4.13 Lesson 4 Practice Exercise
The focus in this lesson has been on object-oriented programming in Python and applying it within the QGIS environment to create GUI-based programs and plugins. In the only practice exercise of this lesson, we are going to apply the concepts of self-defined classes, inheritance, and overriding methods to build a standalone GIS tool based on the qgis package. This will be significantly simpler than the bus tracker walkthrough and is intended to prepare you for this lesson's homework assignment.
Here is the task: You have been given a .csv file that contains observations of five different animals in Kruger National Park. Each row in the .csv file contains a unique ID for the observed animal and the latitude and longitude coordinates of the observation, in that order.

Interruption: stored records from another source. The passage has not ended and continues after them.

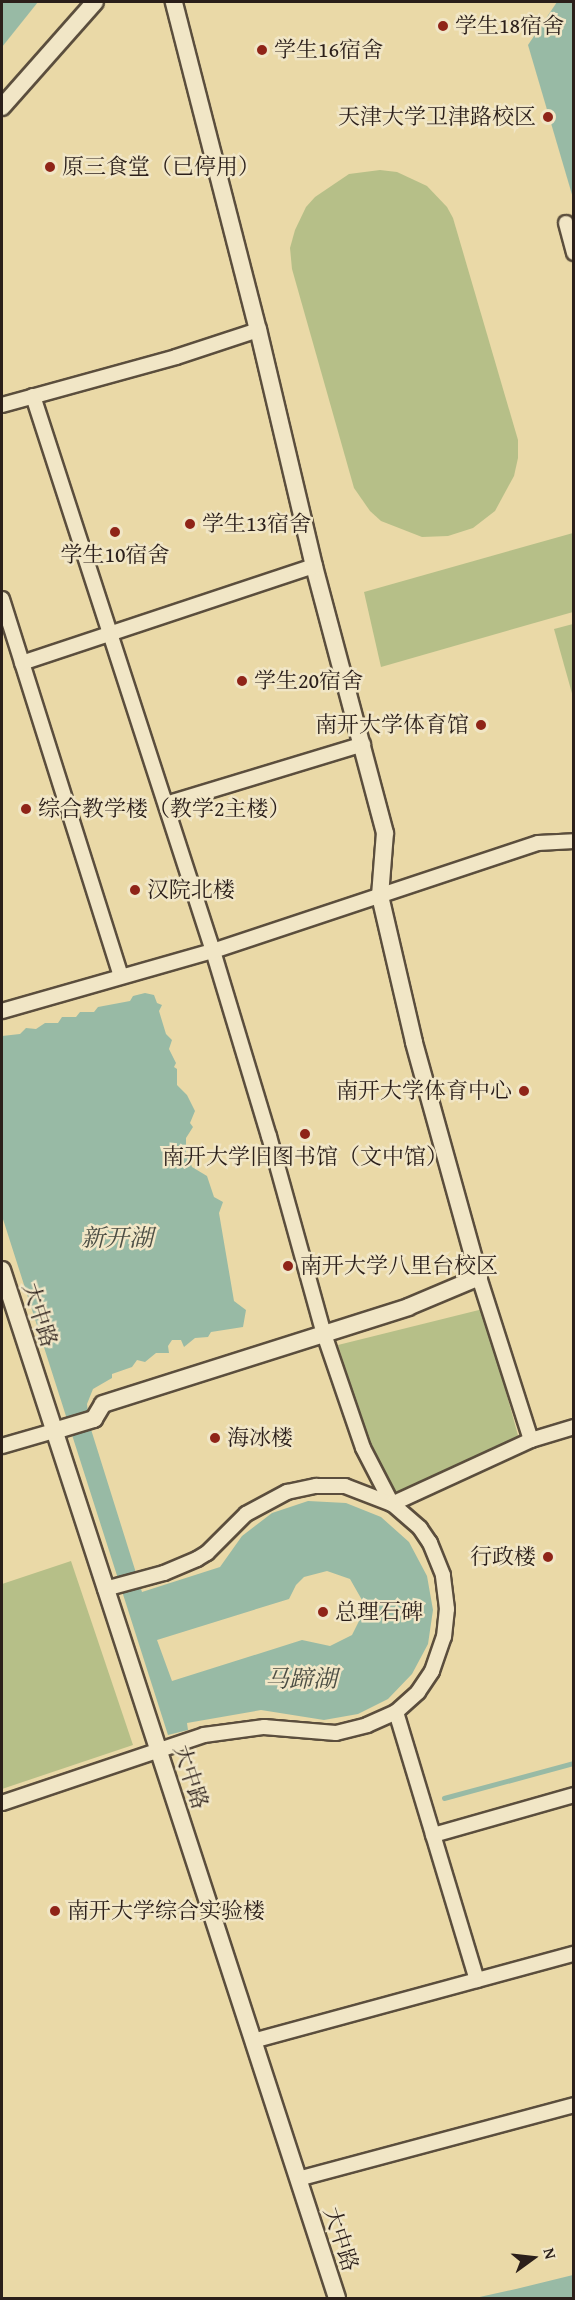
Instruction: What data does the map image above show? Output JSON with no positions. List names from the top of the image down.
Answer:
{
  "streets": {
    "street": ["大中路"]
  },
  "water": ["新开湖", "马蹄湖"],
  "places": [
    "学生18宿舍",
    "学生16宿舍",
    "天津大学卫津路校区",
    "原三食堂（已停用）",
    "学生13宿舍",
    "学生10宿舍",
    "学生20宿舍",
    "南开大学体育馆",
    "综合教学楼（教学2主楼）",
    "汉院北楼",
    "南开大学体育中心",
    "南开大学旧图书馆（文中馆）",
    "南开大学八里台校区",
    "海冰楼",
    "行政楼",
    "总理石碑",
    "南开大学综合实验楼"
  ],
  "north": "right"
}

The observations are ordered chronologically. The test file we will be working with has just the following nine rows. Please download the L4exercise_data.zip file containing this data.
123AD127,-23.965517,31.629621 183AE121,-23.921094,31.688953 223FF097,-23.876783,31.661707 183AE121,-23.876783,31.661707 123AD121,-23.961818,31.694983 223FF097,-24.083749,31.824532 123AD127,-24.083749,31.824532 873TF129,-24.040581,31.426711 123AD127,-24.006232,31.428593
The goal is to write a standalone qgis script that produces a GeoPackage file with a point feature for just the first observation of each animal occurring in the .csv file. The result when opened in QGIS should look like this:

You have already produced some code that reads the data from the file into a pandas dataframe stored in variable data. You also want to reuse a class PointObject that you already have for representing point objects with lat and lon coordinates and that has a method called toQgsFeature(…) that is able to produce and return a QgsFeature (see again Section 4.5.3) for a point object of this class.
import qgis import sys, os import pandas as pd # create pandas data frame from input data data = pd.read_csv(r"C:\489\L4\exercise\L4exercise_data.csv") class PointObject(): # constructor for creating PointObject instances with lon/lat instance variables def __init__(self, lat, lon): self.lon = lon self.lat = lat # methods for creating QgsFeature object from a PointObject instance def toQgsFeature(self): feat = qgis.core.QgsFeature() feat.setGeometry(qgis.core.QgsGeometry.fromPointXY(qgis.core.QgsPointXY(self.lon, self.lat))) return feat firstObservations = [] # for storing objects of class pointWithID firstObservationsFeatures = [] # for storing objects of class QgsFeature
When you look at method toQgsFeature(), you will see that it creates a new QgsFeature (see Section 4.5.3), sets the geometry of the feature to a point with the given longitude and latitude coordinates, and then returns the feature. Since PointObject does not have any further attributes, no attributes are defined for the created QgsFeature object.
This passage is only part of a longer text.